Una sonrisa que más bien me dura poco, porque antes de que me dé cuenta se me ha borrado de un plumazo y estoy entrando en pánico. No puede hablar en serio.
—No puede.
—Sí, sí puede. El propietario es arquitecto y ha solicitado todos los permisos necesarios para realizar la construcción…
—No puede hacer eso —le digo, entrando en bucle—. No puede construirme una casa en frente de la mía… No puede hacer eso.

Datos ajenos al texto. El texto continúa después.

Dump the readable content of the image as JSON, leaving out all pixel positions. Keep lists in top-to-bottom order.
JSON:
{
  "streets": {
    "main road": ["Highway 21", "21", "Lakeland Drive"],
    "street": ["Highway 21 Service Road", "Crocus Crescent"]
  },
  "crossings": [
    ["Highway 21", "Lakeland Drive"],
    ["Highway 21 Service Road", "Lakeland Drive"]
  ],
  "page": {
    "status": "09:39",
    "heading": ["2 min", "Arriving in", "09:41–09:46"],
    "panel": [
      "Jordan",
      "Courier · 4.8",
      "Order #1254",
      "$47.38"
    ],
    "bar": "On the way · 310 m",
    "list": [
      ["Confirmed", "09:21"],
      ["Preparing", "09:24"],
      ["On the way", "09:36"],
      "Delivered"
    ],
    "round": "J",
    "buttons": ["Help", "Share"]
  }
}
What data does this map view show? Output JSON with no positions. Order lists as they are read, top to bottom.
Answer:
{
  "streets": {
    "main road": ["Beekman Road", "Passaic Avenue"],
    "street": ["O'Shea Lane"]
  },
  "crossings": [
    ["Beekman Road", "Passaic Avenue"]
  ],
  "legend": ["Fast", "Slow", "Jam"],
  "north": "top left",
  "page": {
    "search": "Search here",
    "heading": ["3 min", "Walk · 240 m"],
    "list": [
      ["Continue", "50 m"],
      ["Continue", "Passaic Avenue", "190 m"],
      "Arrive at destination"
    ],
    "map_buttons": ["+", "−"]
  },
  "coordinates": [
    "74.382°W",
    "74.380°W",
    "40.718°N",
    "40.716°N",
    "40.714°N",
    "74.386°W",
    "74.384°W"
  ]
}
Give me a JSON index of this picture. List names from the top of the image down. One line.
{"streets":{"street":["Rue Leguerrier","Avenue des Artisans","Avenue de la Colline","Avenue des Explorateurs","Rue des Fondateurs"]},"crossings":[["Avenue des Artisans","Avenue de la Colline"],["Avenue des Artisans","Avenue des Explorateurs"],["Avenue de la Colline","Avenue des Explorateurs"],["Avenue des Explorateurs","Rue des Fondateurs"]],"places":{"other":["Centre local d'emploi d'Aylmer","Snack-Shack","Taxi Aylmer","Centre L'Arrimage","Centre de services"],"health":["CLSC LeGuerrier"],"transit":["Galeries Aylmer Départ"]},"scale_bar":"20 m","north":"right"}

—Señora, le repito que sí puede…
Vale, necesito respirar.
Esto no puede estar pasándome a mí. Siento que me estoy ahogando y, cuando eso ocurre, suelo terminar perdiendo el conocimiento por culpa de la hiperventilación. Así que me obligo a mí misma a respirar con mucha calma para que no me ocurra mientras intento procesar con la mayor madurez posible lo que esta señorita me acaba de decir.
—¿Me puede decir el nombre de esa persona que ha comprado los terrenos que hay frente a mi casa?
La mujer frunce el ceño.
—Voy a preguntarlo…
Se marcha. Una vez más, veo que se acerca a donde Jerry —como podéis imaginar, Jerry y yo no nos llevamos muy bien, por eso suele evitar atenderme cuando vengo a hacer alguna “consulta”—. Unos minutos más tarde, regresa.
—Me han dicho que debe rellenar este formulario y solicitar esa información justificando para qué la necesita.
Tiene que estar de broma. Esto tiene que ser una broma.
—¿De verdad? ¡Por Dios! ¡Solamente necesito un maldito nombre!
—Pero es información que no se puede dar a cualquiera, señora.
—¡Si construye esa maldita casa seré su vecina! ¡No soy cualquiera!
Ella se encoge de hombros sin saber qué decirme y yo solamente pienso y proceso que necesito, muy urgentemente, hablar con Sam. Necesito a Sam.
—Rellene el formulario y solicite la información por vía escrita, por favor.
Yo cojo el maldito papel —bueno, mejor dicho, casi se lo arranco de la mano— y con la vena del cuello palpitando me alejo en dirección a mi todoterreno mientras llamo a Sam, una y otra vez. Sam trabaja en una de las cafeterías más famosas del pueblo. Bueno, en realidad, no solamente trabaja allí, sino que es el propietario de la misma. Pero yo suelo evitar visitarle cuando está trabajando porque siempre está hasta arriba y no entra ni un alfiler. Respiro hondo, profundamente. No puedo perder los nervios, tengo que relajarme.
Vuelvo a llamar a Sam, y como no me coge, decido que no me queda más remedio que ir a visitarle a la cafetería.